Additionally, the organization of the laboratory work environment is fundamentally different from a hospital inpatient unit. Research laboratories are usually staffed with employees who work on the same projects for their duration of stay. It is a relatively small span of control for the principal investigator (PI) or lab manager of a research laboratory. Much of the work in a research laboratory can be planned to be done during regular working hours, with some variation for time points and other unique study requirements. In contrast, hospital units are staffed by multiple departments working multiple shifts to provide patient care 24 hours a day. Not only may staff assignments vary from day to day, but float-staff and even contract workers may also be temporarily assigned to a unit on short notice, especially when short-staffed.
NCH currently addresses some of these critical differences in the work environment between research and health care settings with the following measures. Pharmacists manipulate all viral vectors systems or gene therapy products using engineering controls (eg, BSC). Similarly, when these products are administered to the patient, exposure to the product is minimized by using closed-loop delivery systems whenever possible. First, the patients receiving these products are scheduled onto specific units of the hospital to minimize the risks associated with viral shedding and exposure. The staff members in these units are required to complete the training on viral vectors systems. They are also required to employ specific disinfection practices during the stay and after the discharge of treated patients. In the clinical research setting, patients administered with gene therapy product may be returning for follow-up while potential candidate patients of gene therapy products may be visiting on the same day. In this type of outpatient setting with shared restrooms and multiple visits in the same rooms, disinfection practices are strictly followed to limit exposure of potential study participants to shed virus. Although the risk of seroconversion from contact with patients dosed with any gene therapy product is not available, caregivers and health care professionals are informed about how theoretically, seroconversion may limit the efficacy of future gene therapy treatment. 25 Recommendations are provided to families through the informed consent process to consider sequestering patient siblings from the treated patient to reduce the potential for exposure resulting in immunity to the viral vector. 25
In research laboratories, there is always an effort to minimize the use of sharps, and safer alternatives are used whenever possible. A thorough risk assessment related to sharps use is part of the protocol review by the IBC committee. Additionally, the research safety team is involved in risk assessment at the individual laboratory level. However, the use of sharps in a clinical environment is unavoidable given that pharmacists are required to prepare doses of gene therapy products or clinicians are required to administer products. At NCH, guidance for the use of safer sharps and nonsharp alternatives in the clinical environment are outlined in the Infection Control Policy on Safe Injection, Infusion, Medication Vial, and Point of Care Testing Practices as well as the Exposure Control Plan. The policies governing the use of sharps at NCH are in accordance with the OSHA Bloodborne Pathogens Standard, 29 CFR 1910.1030, 26 and most of the risks associated with the use of sharps are mitigated at the procedure level based on these guidance documents by the departments. Additionally, the employee safety team evaluates all incidents related to sharps use at NCH. This team works with the supply chain as well as individual departments to propose alternative products and practices to reduce sharps-related injuries.

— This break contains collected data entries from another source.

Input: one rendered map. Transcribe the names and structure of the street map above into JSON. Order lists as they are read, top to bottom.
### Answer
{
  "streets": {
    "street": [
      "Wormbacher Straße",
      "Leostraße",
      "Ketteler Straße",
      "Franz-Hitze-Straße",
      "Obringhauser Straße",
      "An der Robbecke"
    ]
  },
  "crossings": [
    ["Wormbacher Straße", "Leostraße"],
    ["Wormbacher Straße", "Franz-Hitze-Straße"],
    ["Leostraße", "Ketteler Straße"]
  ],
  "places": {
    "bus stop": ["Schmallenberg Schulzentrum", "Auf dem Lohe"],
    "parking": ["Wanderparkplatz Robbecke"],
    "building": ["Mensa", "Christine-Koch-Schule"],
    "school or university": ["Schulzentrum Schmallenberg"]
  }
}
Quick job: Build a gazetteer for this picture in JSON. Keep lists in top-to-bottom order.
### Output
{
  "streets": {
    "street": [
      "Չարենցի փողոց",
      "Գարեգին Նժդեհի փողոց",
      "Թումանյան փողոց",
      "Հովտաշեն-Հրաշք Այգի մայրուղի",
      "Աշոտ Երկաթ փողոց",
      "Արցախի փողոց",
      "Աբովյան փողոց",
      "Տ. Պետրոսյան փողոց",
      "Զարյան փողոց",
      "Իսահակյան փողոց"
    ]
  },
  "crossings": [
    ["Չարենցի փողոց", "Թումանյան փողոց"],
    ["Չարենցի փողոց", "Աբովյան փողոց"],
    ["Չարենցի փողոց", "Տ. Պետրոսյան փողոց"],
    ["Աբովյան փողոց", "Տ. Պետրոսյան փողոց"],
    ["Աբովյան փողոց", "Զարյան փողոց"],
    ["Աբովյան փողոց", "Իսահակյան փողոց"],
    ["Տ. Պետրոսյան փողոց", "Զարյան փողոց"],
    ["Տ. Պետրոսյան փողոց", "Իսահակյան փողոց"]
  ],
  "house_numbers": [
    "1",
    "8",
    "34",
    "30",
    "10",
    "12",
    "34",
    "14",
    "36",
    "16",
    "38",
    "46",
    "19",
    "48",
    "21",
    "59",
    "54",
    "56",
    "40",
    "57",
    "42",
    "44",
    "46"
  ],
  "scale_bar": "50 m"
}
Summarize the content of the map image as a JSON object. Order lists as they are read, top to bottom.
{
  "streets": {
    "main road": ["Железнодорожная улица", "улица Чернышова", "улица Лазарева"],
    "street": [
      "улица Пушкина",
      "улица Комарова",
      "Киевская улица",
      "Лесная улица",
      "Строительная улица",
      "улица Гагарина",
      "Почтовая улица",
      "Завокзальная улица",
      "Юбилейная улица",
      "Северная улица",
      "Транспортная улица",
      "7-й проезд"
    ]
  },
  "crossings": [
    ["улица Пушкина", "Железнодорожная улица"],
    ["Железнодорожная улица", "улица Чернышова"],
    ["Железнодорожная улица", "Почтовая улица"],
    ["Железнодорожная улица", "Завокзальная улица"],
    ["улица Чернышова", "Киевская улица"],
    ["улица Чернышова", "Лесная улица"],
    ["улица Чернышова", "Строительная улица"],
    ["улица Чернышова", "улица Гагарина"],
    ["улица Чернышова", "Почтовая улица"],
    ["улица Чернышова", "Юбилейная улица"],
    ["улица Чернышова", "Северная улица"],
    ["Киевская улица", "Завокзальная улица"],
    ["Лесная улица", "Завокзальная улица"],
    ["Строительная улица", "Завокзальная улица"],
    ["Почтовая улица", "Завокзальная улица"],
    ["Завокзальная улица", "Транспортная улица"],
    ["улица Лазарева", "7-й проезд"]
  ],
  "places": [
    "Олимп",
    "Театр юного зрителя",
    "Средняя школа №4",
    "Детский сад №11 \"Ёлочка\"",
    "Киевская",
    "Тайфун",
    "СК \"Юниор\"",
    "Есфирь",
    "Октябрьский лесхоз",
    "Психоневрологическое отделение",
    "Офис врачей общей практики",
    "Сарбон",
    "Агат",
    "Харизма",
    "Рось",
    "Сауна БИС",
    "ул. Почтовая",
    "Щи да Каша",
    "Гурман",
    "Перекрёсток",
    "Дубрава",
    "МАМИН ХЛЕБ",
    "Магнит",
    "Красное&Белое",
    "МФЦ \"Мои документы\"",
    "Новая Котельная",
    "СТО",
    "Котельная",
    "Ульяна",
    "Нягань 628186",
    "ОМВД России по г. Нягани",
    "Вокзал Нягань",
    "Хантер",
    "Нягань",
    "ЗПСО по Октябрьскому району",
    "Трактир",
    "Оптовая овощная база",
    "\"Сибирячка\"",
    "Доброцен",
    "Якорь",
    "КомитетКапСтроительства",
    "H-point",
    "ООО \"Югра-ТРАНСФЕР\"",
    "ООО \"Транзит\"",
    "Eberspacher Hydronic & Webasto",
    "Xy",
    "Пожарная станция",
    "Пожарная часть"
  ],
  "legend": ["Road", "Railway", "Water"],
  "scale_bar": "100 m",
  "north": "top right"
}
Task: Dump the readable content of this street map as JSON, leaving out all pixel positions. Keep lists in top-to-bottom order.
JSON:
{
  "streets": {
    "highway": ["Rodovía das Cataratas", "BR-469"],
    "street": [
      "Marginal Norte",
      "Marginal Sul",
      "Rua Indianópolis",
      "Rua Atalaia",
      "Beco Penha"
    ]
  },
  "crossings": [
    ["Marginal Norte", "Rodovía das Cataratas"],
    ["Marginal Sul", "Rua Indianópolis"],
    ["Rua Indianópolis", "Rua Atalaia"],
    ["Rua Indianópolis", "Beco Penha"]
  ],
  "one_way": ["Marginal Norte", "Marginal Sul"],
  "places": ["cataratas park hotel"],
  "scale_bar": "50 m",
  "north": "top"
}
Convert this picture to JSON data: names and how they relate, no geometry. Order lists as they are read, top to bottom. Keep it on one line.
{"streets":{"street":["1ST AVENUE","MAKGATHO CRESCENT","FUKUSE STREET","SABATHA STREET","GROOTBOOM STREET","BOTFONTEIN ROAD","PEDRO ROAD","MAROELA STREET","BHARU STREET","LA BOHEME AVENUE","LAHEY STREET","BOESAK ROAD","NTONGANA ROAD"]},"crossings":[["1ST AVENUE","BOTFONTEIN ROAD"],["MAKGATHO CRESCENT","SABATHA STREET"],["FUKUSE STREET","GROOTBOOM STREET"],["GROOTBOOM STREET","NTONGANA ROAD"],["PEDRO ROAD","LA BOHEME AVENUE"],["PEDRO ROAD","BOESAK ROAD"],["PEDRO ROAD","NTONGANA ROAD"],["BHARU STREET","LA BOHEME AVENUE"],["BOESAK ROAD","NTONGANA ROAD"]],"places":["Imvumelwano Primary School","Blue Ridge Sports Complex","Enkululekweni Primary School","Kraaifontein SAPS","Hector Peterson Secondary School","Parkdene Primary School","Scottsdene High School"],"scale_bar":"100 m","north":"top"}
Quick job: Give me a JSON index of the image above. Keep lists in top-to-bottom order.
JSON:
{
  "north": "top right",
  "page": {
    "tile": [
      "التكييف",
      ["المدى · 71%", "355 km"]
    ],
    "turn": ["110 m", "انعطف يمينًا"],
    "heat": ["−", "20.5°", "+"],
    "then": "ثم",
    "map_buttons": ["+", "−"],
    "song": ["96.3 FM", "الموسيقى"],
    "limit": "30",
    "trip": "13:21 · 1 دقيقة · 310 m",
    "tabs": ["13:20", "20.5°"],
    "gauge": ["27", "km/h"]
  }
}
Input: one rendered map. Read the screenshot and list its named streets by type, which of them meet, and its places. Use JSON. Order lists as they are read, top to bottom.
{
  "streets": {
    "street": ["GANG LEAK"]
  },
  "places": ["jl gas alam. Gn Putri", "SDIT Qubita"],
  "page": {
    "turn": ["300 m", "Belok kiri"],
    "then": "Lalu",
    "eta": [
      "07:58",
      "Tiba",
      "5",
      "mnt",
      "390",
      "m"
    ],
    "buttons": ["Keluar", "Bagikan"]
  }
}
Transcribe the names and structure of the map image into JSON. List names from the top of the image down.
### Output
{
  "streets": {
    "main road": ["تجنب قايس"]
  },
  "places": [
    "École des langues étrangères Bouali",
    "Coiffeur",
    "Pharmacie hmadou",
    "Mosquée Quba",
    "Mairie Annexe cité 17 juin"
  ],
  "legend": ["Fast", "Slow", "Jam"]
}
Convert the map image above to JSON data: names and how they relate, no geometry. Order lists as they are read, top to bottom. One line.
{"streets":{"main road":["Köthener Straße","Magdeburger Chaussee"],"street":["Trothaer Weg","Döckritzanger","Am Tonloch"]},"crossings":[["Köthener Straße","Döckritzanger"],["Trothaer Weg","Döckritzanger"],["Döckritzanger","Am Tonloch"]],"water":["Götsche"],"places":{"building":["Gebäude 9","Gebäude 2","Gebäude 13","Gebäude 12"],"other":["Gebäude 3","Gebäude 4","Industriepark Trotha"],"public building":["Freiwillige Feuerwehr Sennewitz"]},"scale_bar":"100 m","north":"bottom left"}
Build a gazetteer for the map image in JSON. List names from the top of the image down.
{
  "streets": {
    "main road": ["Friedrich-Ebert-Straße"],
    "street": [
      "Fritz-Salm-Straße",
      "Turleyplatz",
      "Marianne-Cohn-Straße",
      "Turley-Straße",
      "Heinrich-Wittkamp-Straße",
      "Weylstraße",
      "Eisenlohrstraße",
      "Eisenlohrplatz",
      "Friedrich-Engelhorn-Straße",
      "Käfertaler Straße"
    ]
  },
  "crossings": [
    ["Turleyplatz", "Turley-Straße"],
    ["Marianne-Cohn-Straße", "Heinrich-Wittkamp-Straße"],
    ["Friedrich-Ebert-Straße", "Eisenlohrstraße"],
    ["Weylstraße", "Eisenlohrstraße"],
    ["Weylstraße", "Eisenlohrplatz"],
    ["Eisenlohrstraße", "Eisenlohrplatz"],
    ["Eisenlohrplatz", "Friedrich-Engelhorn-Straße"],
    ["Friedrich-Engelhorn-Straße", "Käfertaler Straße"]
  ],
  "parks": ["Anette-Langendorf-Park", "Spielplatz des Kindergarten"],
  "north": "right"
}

To address issues with rotating staff assignments, float-staff coming from different departments, we have implemented a Just-in-Time training document. This 1-page document goes to all staff on the patient unit before the administration of the gene therapy product. This training format has proven beneficial in refreshing the knowledge of current employees considering that the time from initial training on the risks associated with the viral vector systems/gene therapy products to the time the staff member may care for a gene therapy patient varies. Moreover, this document helps to capture and train any employees or rotating fellows that may have recently transferred to the unit.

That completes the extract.